Activity: One figure is the whole answer: the number of lines below that contain the word "minor".

(Stored items)
━━━━━━

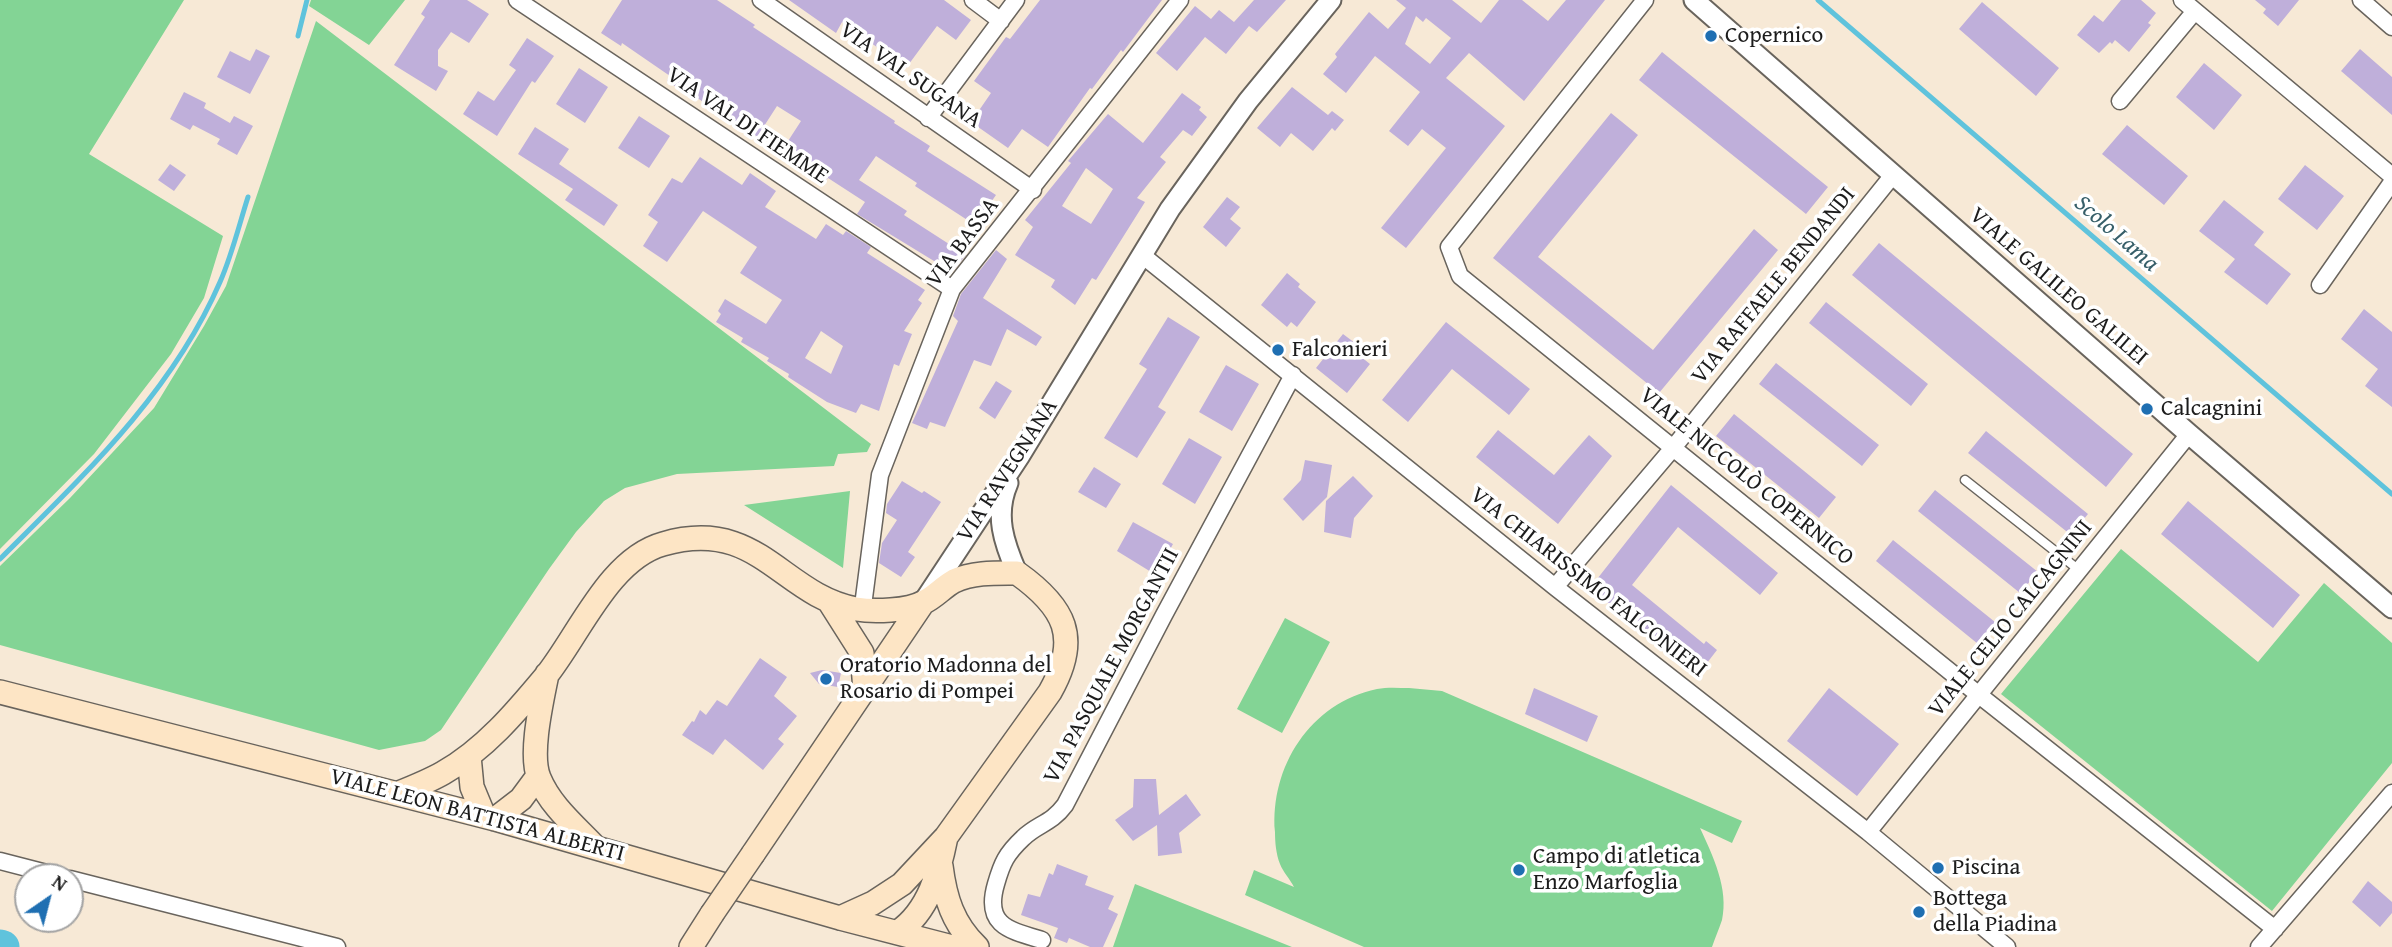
<!DOCTYPE html>
<html>
<head>
<meta charset="utf-8">
<style>
	body { margin:0 }
	#map { position:relative; width:2392px; height:947px; overflow:hidden; background:#f7e9d6; font-family:"Gentium Book Plus",serif }
	canvas { display:block }
	.north { position:absolute; left:14px; top:863px; width:70px; height:70px; box-sizing:border-box; background:#fff; border:2px solid #a4a4a4; border-radius:50%; rotate:35deg; font-size:19px; font-weight:700; line-height:28px; text-align:center; color:#1c1c1c }
	.north::after { content:''; display:block; margin:auto; width:24px; height:32px; background:#1f6fb2; clip-path:polygon(50% 0,100% 100%,50% 72%,0 100%) }
</style>
</head>
<body>
<div id="map">
<canvas width="2392" height="947"></canvas>
<div class="north">N</div>
</div>
<script>
const c = document.querySelector('canvas').getContext('2d');
c.lineJoin = 'round';
function fillPath(path, color) {
  c.fillStyle = color;
  c.fill(path, 'evenodd');
}
function strokePath(path, color, width, dash) {
  c.strokeStyle = color;
  c.lineWidth = width;
  c.lineCap = dash ? 'butt' : 'round';
  c.setLineDash(dash || []);
  c.stroke(path);
}
function write(font, color, halo, rows, align = 'center') {
  c.font = font + ' "Gentium Book Plus",serif';
  c.lineWidth = 7;
  c.setLineDash([]);
  c.textBaseline = 'middle';
  c.strokeStyle = halo;
  c.fillStyle = color;
  for (const [text, x, y, turn = 0] of rows) {
    c.save();
    c.translate(x, y);
    c.rotate((+turn || 0) * Math.PI / 180);
    c.textAlign = isNaN(turn) ? turn : align;
    if (halo) c.strokeText(text, 0, 0);
    c.fillText(text, 0, 0);
    c.restore();
  }
}
fillPath(new Path2D(`
	M0,0H184L89,154L223,236L204,298L171,354L94,454L0,549Z
	M311,0H405L369,45L309,6Z
	M316,21L871,444L867,452L838,454L834,466L677,474L625,488L604,501L576,532L549,569L441,730L425,741L379,750L0,645V566L70,498L154,408L204,326L226,286Z
	M850,491L843,568L744,505Z
	M2121,549L2258,662L2324,583L2392,643V763L2272,911L2001,694Z
	M1285,618L1330,642L1282,733L1237,709Z
	M1409,688L1442,691L1742,821L1732,843L1700,828C1713,856 1729,889 1722,920C1719,929 1715,938 1712,947H1364L1245,895L1254,870L1294,887C1290,879 1283,872 1280,864C1276,854 1275,842 1275,832C1270,767 1310,703 1377,689C1387,687 1399,688 1409,688Z
	M1135,884L1292,947H1113Z`), '#83d495');
strokePath(new Path2D(`
	M1818,0L2392,494
	M298,36L307,0
	M0,559C84,475 172,393 220,282C232,255 239,225 248,197`), '#5fc3dc', 5);
strokePath(new Path2D(`
	M0,946L3,947`), '#5fc3dc', 33);
fillPath(new Path2D(`
	M430,0H467L489,14L469,43L451,32L438,50V66L448,71L436,91L394,65L425,17L421,14Z
	M622,0H717L755,25L753,27L895,121L894,123L930,146L927,151L996,195L975,225L915,186L917,183L876,156L859,180L907,211L904,215L966,255L952,272L857,214L865,202L828,178L824,183L779,155L801,121L777,106L757,137L688,92L687,94L667,81L670,76L622,43L621,46L601,33Z
	M789,0H944L971,20L956,40L937,26L906,68L842,22L836,33Z
	M1040,0H1162L1123,52L1121,50L1092,89L1090,88L1048,147L1022,129L1008,148L971,122L991,93L974,81L1006,37L1010,39Z
	M1254,0H1286L1257,32L1249,26L1226,54L1205,37L1177,71L1156,53L1195,6L1211,19L1219,10L1234,22Z
	M1396,0H1452L1481,23L1499,0H1522L1548,21L1566,0H1605L1524,101L1469,53L1446,78L1505,126L1406,248L1381,228L1446,148L1422,129L1408,146L1389,131L1420,92L1375,56L1346,93L1323,74L1337,57L1335,54L1369,12L1388,29L1406,8ZM1416,16L1423,22L1426,18L1451,38L1430,64L1405,44Z
	M2121,0H2141L2156,13L2148,23L2151,25L2129,52L2115,40L2112,44L2110,42L2099,53L2077,35L2094,15L2103,22Z
	M2255,0H2299L2278,26L2263,13L2266,9Z
	M1982,2L2059,68L2036,96L1959,29Z
	M527,38L554,56L535,83L532,81L497,136L463,114L478,91L494,101L516,70L509,65Z
	M256,49L270,56L250,94L217,77L230,51L250,61Z
	M2360,49L2392,77V115L2341,71Z
	M1662,52L1828,187L1806,214L1639,80Z
	M2204,63L2242,95L2214,130L2176,97Z
	M579,68L608,87L585,123L556,104Z
	M1292,87L1328,115L1332,111L1344,120L1335,131L1332,128L1313,151L1291,133L1280,147L1257,128Z
	M184,92L206,103L204,108L230,123L234,116L253,126L237,155L217,144L220,139L193,125L190,130L170,119Z
	M1182,93L1201,107L1199,110L1207,117L1192,136L1183,130L1160,157L1166,162L1137,198L1145,202L1096,280L1092,278L1075,305L1051,287L1055,280L1015,255L1033,227L1025,220L1071,163L1068,161L1108,114L1143,143ZM1086,168L1113,189L1091,224L1062,206Z
	M1611,113L1638,135L1538,257L1653,350L1754,229L1778,250L1659,393L1493,258Z
	M639,116L670,136L649,168L618,148Z
	M2127,125L2188,176L2164,205L2102,154Z
	M535,127L569,149L559,164L618,205L604,226L565,200L573,189L518,154Z
	M700,157L742,185L750,173L776,191L765,207L816,239L826,224L843,235L846,231L871,247L867,253L925,290L918,300L922,303L904,331L912,334L899,366L894,364L879,411L861,404L856,413L827,402L788,377L789,374L767,361L769,358L741,342L743,338L716,322L721,314L718,311L725,299L766,324L782,300L740,273L757,247L703,211L667,262L643,246L658,222L648,215L672,178L682,183ZM821,331L843,346L831,374L805,358Z
	M170,164L186,175L174,191L158,180Z
	M2305,165L2344,196L2317,230L2278,199Z
	M1227,197L1240,207L1230,219L1241,228L1226,247L1203,227Z
	M2224,200L2264,232L2254,245L2291,274L2267,305L2224,272L2235,259L2199,231Z
	M1879,243L2133,454L2106,487L1852,275Z
	M996,250L1007,259L983,298L1042,337L1036,346L1007,329L991,366L974,360L945,427L930,422L927,429L912,423L958,321L953,316L961,294Z
	M1287,273L1300,284L1298,287L1316,302L1297,327L1291,322L1287,327L1261,305Z
	M1826,302L1928,384L1911,406L1809,323Z
	M2364,309L2392,332V407L2365,386L2378,369L2341,339Z
	M1168,317L1200,337L1158,407L1166,412L1137,458L1104,438L1147,369L1139,364Z
	M1446,322L1530,389L1509,415L1452,369L1408,422L1382,400Z
	M1343,334L1359,346L1355,352L1370,364L1347,393L1316,368Z
	M1776,363L1879,445L1862,466L1759,384Z
	M1226,365L1259,384L1232,431L1199,412Z
	M996,381L1012,391L995,419L979,408Z
	M1734,414L1836,497L1819,518L1716,436Z
	M1498,430L1554,475L1589,435L1612,456L1558,524L1476,457Z
	M1986,431L2088,514L2071,535L1968,453Z
	M1189,438L1222,457L1195,504L1162,484Z
	M1305,460L1332,465L1327,497L1303,521L1283,499L1301,480Z
	M1094,467L1121,484L1106,508L1078,492Z
	M1353,476L1373,496L1354,518L1351,538L1324,532L1326,501Z
	M902,481L922,493L924,491L941,502L908,552L915,557L901,577L879,563L882,543L897,520L886,513L887,504Z
	M1671,485L1778,573L1760,595L1678,527L1651,561L1632,585L1704,644L1706,641L1717,650L1700,672L1676,653L1673,656L1590,588Z
	M1935,490L2038,572L2020,593L1918,511Z
	M2188,501L2300,595L2273,628L2161,534Z
	M1133,522L1173,544L1156,575L1117,551Z
	M1893,540L1995,622L1978,644L1876,561Z
	M760,658L787,677L774,696L797,716L778,739L784,744L763,770L725,739L713,755L682,735L692,721L694,722L700,710L706,715L717,700L727,706Z
	M822,670L841,673L838,687L819,684L810,673Z
	M1534,688L1598,716L1587,742L1525,714Z
	M1829,688L1899,744L1857,796L1787,741Z
	M1134,779H1156L1159,815L1186,794L1201,815L1179,833L1182,853L1158,856L1157,825L1133,841L1115,820L1133,807Z
	M1057,864L1088,876L1085,885L1114,896L1108,909L1118,914L1103,947H1090L1069,938L1067,943L1054,938L1058,928L1021,915L1028,894L1040,897L1049,873L1053,875Z
	M2368,881L2392,902V913L2380,927L2352,902Z`), '#bfafda');
const service = new Path2D(`
	M1965,480L2079,570`);
const minor = new Path2D(`
	M517,0L952,289
	M761,0L1033,190
	M973,0L1001,21
	M1645,0L1449,247L1460,276L1979,695L2275,929
	M2182,0L2392,176
	M2361,0L2392,27
	M2120,101L2195,11
	M928,118L1016,0
	M1142,255L1555,587L1868,832L2007,947
	M2320,285L2392,182
	M1555,587L1673,448L1893,175
	M864,598L880,475L952,289L1180,0
	M1868,832L2189,434
	M0,861L62,877
	M70,879L337,947
	M1042,940C1008,930 984,925 996,884C1002,863 1006,854 1023,838C1037,824 1051,824 1065,805L1164,615L1293,375
	M2259,947L2392,793`);
const tertiary = new Path2D(`
	M1694,0L2189,434L2392,608
	M1008,483C994,515 1004,543 1017,573
	M926,598L1019,457L1170,209L1248,101L1331,0`);
const secondary = new Path2D(`
	M829,601L862,653L865,690
	M547,674C542,700 529,754 539,778C550,805 574,825 594,846
	M0,692L495,819L840,918L952,947
	M469,756L472,787L484,816
	M399,793C414,787 429,781 443,773C484,750 516,712 546,676C579,635 609,559 663,544C758,516 781,595 856,609C873,612 909,611 924,602C935,597 943,587 954,581C973,572 997,573 1017,573C1065,607 1081,638 1050,692L946,837L902,884L873,903L840,918
	M495,819L521,799L538,776
	M753,854L922,604
	M941,866C945,898 953,924 977,947
	M898,932C929,911 939,872 946,837
	M691,947L712,914`);
strokePath(service, '#69645d', 11);
strokePath(minor, '#69645d', 19);
strokePath(tertiary, '#69645d', 23);
strokePath(secondary, '#69645d', 26);
strokePath(service, '#fff', 8);
strokePath(minor, '#fff', 16);
strokePath(tertiary, '#fff', 19);
strokePath(secondary, '#fde5c5', 23);
const secondaryBridge = new Path2D(`
	M712,914L753,854`);
strokePath(secondaryBridge, '#69645d', 26, []);
strokePath(secondaryBridge, '#fde5c5', 23);
for (const [x, y, r, color] of [
	[1711,36,7,"#1f6fb2"],
	[1278,350,7,"#1f6fb2"],
	[2147,409,7,"#1f6fb2"],
	[826,679,7,"#1f6fb2"],
	[1938,868,7,"#1f6fb2"],
	[1519,870,7,"#1f6fb2"],
	[1919,912,7,"#1f6fb2"]
]) {
  const dot = new Path2D();
  dot.arc(x, y, r, 0, 2 * Math.PI);
  c.fillStyle = color;
  c.fill(dot);
  strokePath(dot, '#fff', 2.5);
}
write('23px', '#1c1c1c', '#fff', [
	["Copernico",1725,36],
	["Falconieri",1292,350],
	["Calcagnini",2161,409],
	["Oratorio Madonna del",840,666],
	["Rosario di Pompei",840,692],
	["Campo di atletica",1533,857],
	["Enzo Marfoglia",1533,883],
	["Piscina",1952,868],
	["Bottega",1933,899],
	["della Piadina",1933,925]
], 'left');
write('23px', '#1c1c1c', '#fff', [
	["VIA VAL SUGANA",910,76,35],
	["VIA VAL DI FIEMME",747,126,34],
	["VIA BASSA",963,243,-53],
	["VIA RAFFAELE BENDANDI",1774,286,-51],
	["VIALE GALILEO GALILEI",2058,287,41],
	["VIA RAVEGNANA",1008,471,-57],
	["VIALE NICCOLÒ COPERNICO",1746,477,39],
	["VIA CHIARISSIMO FALCONIERI",1588,583,38],
	["VIALE CELIO CALCAGNINI",2011,619,-51],
	["VIA PASQUALE MORGANTII",1112,666,-62],
	["VIALE LEON BATTISTA ALBERTI",477,816,15]
]);
write('italic 24px', '#375f69', '#fff', [
	["Scolo Lama",2116,234,41]
]);
</script>
</body>
</html>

━━━━━━

Task solution: 3